• TASK STATEMENT
A complete answer lists every line of the entries below where the string "Food" appears.

• DATA UNDER STUDY
[Start of Attachment]

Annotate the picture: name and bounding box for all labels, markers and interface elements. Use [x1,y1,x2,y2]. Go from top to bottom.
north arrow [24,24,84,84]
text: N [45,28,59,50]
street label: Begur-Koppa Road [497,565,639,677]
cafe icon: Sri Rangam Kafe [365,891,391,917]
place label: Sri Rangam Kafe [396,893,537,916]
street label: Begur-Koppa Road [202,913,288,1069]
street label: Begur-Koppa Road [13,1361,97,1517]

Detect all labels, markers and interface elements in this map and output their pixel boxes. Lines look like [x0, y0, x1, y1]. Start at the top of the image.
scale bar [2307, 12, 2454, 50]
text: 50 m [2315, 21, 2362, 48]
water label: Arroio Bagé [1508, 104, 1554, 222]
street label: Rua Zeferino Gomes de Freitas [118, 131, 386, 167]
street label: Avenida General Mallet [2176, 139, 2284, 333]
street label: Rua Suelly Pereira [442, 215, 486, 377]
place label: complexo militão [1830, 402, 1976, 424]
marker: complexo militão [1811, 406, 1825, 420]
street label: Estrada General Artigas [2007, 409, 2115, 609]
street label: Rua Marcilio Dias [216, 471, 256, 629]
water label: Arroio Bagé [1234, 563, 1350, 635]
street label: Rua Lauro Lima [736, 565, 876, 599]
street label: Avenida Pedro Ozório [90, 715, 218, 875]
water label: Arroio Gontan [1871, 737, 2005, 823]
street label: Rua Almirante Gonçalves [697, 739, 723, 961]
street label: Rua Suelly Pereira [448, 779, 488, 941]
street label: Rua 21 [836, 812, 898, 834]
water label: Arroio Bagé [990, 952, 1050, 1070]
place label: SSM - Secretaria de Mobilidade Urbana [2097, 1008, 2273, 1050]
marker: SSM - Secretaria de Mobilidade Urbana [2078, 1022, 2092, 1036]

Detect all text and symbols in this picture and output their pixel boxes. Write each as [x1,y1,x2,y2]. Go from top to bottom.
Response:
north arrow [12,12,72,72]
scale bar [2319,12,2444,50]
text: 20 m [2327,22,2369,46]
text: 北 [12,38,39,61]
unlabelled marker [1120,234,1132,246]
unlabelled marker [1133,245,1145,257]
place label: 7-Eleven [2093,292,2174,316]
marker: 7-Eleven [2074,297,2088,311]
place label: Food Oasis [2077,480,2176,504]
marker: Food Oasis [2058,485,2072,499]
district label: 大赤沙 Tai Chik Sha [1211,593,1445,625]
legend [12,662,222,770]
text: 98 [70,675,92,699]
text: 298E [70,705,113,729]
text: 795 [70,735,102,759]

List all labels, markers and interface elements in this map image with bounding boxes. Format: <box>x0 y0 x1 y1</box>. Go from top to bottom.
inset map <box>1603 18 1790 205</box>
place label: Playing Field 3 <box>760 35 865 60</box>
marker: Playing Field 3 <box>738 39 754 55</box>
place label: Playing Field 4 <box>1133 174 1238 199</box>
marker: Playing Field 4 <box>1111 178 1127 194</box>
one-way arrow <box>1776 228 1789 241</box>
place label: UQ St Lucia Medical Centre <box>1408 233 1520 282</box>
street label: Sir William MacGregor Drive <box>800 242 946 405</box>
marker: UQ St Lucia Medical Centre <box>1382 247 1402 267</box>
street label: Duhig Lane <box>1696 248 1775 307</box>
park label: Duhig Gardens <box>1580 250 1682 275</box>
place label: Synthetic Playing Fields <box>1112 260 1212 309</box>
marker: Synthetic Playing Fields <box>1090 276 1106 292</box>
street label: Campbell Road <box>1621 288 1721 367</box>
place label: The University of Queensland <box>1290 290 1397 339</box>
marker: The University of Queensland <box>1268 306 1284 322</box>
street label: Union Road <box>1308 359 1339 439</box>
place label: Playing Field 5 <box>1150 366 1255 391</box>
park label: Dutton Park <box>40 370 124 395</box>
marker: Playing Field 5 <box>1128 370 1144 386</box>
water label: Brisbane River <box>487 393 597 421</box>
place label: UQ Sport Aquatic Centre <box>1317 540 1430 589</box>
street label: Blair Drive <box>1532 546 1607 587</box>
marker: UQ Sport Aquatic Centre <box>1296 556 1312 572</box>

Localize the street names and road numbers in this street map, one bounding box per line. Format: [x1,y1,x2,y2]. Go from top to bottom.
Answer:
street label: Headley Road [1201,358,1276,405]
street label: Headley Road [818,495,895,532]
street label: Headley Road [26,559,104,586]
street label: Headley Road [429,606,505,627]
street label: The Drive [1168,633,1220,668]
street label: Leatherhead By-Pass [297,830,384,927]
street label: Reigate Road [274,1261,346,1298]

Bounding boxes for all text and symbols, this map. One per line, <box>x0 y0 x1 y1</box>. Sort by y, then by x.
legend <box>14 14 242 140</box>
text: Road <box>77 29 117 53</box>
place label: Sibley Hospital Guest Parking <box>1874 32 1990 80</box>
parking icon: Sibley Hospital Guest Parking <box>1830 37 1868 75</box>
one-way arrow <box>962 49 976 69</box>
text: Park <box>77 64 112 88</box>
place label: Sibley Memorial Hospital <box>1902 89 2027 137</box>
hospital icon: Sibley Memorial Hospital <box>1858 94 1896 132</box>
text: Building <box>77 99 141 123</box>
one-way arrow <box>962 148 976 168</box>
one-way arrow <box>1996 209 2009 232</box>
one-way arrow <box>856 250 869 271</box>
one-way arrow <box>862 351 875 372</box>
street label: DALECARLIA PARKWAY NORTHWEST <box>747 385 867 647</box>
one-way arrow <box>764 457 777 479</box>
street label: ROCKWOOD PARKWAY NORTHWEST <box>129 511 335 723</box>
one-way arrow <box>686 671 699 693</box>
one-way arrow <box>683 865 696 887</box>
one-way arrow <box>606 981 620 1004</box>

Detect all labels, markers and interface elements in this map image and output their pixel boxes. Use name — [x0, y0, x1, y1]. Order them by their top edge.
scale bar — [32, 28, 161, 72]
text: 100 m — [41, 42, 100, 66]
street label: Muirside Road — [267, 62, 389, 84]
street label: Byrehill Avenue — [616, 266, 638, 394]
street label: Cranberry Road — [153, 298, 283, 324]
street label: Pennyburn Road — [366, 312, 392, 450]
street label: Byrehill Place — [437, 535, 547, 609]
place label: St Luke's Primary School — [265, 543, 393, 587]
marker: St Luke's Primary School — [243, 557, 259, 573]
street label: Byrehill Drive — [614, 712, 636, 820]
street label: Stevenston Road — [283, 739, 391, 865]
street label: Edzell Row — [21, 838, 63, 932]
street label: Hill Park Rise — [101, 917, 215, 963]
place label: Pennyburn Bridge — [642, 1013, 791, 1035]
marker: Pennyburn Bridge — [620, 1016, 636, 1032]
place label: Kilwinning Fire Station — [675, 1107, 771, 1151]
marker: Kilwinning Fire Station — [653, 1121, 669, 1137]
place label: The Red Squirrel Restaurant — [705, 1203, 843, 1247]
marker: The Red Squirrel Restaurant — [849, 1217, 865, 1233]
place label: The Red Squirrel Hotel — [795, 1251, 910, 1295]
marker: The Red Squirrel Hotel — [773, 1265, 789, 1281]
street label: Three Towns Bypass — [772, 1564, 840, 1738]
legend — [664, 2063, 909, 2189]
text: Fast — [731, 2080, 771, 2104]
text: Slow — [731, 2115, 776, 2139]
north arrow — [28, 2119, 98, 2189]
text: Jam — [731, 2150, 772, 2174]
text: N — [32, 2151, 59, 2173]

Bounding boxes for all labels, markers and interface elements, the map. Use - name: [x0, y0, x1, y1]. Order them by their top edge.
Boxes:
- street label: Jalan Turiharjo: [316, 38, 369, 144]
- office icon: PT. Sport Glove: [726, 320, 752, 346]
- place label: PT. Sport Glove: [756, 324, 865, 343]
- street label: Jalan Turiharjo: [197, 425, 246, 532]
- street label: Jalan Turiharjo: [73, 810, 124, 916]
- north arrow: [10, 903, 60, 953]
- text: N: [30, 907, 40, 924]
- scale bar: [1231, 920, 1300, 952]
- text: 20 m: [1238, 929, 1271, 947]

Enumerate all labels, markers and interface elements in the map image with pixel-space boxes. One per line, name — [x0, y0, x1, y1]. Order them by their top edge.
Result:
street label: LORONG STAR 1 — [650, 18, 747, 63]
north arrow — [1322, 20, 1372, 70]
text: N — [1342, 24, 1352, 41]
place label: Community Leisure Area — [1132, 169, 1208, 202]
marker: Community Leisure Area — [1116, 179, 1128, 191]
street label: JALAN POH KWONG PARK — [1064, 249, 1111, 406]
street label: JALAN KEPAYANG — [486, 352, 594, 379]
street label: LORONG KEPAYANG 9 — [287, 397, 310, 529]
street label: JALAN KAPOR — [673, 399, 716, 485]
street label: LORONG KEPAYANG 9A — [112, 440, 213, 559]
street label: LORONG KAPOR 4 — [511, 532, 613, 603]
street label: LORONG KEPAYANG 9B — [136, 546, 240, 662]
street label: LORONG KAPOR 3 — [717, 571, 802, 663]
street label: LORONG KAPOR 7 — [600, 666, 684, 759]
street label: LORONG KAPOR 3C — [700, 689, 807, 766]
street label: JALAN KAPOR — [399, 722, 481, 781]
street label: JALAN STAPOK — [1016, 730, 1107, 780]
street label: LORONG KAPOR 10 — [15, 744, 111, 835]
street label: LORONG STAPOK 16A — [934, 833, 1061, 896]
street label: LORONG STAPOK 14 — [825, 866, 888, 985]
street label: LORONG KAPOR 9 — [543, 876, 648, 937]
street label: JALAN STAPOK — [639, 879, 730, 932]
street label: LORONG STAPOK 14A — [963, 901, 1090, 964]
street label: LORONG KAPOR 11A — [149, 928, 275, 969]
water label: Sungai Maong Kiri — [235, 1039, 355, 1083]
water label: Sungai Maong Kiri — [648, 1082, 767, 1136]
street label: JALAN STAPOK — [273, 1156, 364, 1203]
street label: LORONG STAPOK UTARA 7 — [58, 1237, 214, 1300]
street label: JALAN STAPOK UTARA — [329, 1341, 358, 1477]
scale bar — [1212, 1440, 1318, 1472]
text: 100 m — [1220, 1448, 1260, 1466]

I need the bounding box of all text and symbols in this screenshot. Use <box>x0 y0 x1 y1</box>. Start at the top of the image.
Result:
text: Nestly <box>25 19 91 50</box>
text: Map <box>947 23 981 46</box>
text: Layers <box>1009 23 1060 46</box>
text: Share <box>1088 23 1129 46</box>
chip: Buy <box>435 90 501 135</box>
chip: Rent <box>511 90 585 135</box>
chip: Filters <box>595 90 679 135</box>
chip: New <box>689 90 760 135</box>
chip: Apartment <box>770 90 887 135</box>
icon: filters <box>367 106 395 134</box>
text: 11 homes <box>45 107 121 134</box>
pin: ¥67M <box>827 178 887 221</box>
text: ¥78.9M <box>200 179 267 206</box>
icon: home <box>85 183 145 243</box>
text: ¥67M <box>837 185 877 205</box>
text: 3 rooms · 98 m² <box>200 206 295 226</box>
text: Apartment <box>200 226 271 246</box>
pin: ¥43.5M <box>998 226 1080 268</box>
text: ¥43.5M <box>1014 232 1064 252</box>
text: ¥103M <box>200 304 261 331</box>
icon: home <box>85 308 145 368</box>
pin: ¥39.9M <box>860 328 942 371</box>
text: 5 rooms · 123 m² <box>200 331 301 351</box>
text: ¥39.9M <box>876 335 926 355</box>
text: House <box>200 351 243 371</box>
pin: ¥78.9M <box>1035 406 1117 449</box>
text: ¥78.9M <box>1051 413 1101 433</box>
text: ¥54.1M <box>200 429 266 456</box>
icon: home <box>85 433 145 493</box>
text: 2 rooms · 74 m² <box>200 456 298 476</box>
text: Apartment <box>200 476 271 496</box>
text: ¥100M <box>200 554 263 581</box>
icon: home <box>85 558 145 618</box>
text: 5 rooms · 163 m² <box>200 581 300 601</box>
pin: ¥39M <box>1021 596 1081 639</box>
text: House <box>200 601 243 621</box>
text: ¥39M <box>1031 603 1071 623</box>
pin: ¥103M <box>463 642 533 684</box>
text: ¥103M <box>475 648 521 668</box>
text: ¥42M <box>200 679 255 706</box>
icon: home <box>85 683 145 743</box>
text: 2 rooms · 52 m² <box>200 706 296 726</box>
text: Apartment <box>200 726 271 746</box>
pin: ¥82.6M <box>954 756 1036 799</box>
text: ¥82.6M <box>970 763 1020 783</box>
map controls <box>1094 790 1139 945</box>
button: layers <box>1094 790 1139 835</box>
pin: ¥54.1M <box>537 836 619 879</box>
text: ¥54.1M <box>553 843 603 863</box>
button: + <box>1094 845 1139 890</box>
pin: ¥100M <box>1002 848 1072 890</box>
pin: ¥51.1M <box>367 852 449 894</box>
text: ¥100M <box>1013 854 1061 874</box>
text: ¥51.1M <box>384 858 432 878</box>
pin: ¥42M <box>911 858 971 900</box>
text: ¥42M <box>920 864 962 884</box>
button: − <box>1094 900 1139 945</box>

[End of Attachment]

• ANSWER TO THE EXERCISE
place label: Food Oasis [2077,480,2176,504]
marker: Food Oasis [2058,485,2072,499]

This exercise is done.